* **What to work on**
Provide only the number of lines in the data below that contain the word "body".

---- Material for the task

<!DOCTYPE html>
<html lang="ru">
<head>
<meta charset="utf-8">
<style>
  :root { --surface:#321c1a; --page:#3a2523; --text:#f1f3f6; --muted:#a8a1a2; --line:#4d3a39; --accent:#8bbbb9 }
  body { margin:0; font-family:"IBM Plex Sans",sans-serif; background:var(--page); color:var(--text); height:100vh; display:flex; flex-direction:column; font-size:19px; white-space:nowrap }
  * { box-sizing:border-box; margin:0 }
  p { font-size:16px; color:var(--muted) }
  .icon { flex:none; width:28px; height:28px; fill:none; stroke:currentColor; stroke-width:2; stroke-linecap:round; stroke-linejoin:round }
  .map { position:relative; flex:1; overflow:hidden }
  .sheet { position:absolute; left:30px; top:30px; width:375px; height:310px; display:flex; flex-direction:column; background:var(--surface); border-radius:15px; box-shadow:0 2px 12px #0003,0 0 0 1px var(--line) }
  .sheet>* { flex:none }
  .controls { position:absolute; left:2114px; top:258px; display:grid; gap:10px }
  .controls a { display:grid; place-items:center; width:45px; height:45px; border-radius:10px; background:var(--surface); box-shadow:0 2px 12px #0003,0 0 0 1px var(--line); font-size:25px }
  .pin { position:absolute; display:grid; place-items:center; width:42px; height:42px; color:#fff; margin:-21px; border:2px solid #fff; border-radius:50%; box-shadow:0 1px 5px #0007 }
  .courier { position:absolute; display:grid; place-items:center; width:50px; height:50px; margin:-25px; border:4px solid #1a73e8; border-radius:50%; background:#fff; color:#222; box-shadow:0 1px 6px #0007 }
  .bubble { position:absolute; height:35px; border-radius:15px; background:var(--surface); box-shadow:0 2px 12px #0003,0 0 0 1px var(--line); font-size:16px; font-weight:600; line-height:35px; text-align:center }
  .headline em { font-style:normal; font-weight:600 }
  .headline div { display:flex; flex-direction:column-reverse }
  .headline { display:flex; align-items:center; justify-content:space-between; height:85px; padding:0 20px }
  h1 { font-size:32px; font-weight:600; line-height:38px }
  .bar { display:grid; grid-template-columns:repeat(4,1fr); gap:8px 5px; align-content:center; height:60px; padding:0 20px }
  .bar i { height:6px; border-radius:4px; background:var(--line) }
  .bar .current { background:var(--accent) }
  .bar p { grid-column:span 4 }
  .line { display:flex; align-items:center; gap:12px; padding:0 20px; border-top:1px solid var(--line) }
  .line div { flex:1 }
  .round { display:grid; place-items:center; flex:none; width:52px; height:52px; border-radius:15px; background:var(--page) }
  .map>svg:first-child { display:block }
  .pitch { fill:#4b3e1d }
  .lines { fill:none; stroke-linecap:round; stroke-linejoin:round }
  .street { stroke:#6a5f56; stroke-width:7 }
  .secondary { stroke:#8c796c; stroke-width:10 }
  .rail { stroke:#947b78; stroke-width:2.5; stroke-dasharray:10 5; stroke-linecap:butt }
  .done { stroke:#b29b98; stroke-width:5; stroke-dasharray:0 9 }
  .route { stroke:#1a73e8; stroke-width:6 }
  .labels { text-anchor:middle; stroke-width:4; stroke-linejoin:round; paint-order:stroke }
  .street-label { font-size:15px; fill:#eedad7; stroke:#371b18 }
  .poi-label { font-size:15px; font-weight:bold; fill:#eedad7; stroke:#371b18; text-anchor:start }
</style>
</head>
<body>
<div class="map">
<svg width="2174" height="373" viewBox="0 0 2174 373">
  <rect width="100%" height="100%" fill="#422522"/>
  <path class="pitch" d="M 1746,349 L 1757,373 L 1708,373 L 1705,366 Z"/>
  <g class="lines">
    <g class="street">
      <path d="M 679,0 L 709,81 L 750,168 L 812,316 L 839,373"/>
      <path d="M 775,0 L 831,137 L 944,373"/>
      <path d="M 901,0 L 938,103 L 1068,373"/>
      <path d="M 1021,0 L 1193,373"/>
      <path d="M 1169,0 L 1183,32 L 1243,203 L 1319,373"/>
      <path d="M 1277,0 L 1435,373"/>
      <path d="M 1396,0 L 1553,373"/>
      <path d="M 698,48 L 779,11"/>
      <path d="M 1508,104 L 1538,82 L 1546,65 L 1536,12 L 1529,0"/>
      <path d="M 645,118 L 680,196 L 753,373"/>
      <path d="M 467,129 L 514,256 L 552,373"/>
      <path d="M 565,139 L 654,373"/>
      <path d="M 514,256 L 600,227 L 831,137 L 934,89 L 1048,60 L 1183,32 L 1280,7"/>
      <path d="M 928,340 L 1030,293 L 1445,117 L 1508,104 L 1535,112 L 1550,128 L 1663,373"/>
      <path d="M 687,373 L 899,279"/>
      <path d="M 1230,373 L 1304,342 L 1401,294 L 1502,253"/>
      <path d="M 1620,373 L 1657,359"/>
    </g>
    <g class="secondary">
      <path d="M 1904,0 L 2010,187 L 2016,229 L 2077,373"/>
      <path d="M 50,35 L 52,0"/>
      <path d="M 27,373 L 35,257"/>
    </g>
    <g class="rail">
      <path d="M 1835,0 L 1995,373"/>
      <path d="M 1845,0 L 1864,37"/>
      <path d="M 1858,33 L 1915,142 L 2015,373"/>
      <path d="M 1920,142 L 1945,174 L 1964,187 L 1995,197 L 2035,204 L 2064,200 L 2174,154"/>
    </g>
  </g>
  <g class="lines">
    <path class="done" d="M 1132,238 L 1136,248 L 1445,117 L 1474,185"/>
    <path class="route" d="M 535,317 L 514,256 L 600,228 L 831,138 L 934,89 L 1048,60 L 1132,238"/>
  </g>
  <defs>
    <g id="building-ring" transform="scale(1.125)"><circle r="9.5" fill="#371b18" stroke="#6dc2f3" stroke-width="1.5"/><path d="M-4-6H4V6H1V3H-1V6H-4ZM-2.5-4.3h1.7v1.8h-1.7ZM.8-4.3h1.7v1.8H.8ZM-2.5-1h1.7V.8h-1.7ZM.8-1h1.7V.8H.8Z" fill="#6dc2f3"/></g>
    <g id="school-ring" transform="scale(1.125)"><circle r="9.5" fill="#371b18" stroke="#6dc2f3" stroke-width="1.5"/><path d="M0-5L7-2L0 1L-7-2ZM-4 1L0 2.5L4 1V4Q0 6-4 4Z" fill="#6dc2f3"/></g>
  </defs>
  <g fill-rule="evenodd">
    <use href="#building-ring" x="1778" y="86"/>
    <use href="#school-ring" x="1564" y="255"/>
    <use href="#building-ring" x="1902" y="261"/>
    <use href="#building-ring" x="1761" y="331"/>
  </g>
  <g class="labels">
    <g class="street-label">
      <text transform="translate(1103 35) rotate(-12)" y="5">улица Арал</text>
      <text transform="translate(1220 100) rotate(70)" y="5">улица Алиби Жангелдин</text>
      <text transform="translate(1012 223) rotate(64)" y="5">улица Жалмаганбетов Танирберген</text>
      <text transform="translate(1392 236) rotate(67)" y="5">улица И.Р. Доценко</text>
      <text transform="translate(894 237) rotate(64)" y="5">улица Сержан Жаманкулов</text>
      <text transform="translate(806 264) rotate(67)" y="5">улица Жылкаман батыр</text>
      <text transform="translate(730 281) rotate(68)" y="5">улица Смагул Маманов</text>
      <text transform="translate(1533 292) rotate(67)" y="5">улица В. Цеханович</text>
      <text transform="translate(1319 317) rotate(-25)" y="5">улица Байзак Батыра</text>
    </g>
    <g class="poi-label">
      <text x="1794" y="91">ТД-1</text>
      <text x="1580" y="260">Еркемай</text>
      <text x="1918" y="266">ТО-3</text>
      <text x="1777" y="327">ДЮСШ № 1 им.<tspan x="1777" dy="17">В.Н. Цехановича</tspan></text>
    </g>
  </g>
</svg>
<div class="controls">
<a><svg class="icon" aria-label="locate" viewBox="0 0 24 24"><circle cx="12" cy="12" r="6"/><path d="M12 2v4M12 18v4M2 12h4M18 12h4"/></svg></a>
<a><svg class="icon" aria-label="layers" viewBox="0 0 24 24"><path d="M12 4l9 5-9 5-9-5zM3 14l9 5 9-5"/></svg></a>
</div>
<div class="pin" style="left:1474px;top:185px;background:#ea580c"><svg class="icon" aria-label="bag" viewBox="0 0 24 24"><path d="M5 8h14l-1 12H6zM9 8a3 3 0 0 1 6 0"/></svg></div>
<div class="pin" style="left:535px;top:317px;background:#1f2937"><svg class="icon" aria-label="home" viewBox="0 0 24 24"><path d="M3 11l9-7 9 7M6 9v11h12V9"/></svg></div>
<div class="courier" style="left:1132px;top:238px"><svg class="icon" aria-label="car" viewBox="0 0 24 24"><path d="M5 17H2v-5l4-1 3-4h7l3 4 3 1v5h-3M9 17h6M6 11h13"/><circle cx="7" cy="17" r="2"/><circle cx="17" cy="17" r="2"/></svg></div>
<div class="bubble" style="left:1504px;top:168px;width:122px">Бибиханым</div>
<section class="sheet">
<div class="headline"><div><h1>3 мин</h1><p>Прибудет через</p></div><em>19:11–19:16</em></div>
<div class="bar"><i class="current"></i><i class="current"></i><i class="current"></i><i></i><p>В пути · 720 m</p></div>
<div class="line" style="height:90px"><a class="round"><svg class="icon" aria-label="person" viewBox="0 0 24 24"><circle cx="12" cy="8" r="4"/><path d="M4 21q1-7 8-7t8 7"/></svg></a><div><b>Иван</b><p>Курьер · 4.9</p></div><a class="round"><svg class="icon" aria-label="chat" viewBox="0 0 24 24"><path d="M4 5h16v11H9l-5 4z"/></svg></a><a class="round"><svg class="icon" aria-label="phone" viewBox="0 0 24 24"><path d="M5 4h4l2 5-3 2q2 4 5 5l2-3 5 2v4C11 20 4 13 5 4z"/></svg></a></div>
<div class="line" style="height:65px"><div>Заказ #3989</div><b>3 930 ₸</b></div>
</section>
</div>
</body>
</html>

--------

* **Result of the task**
3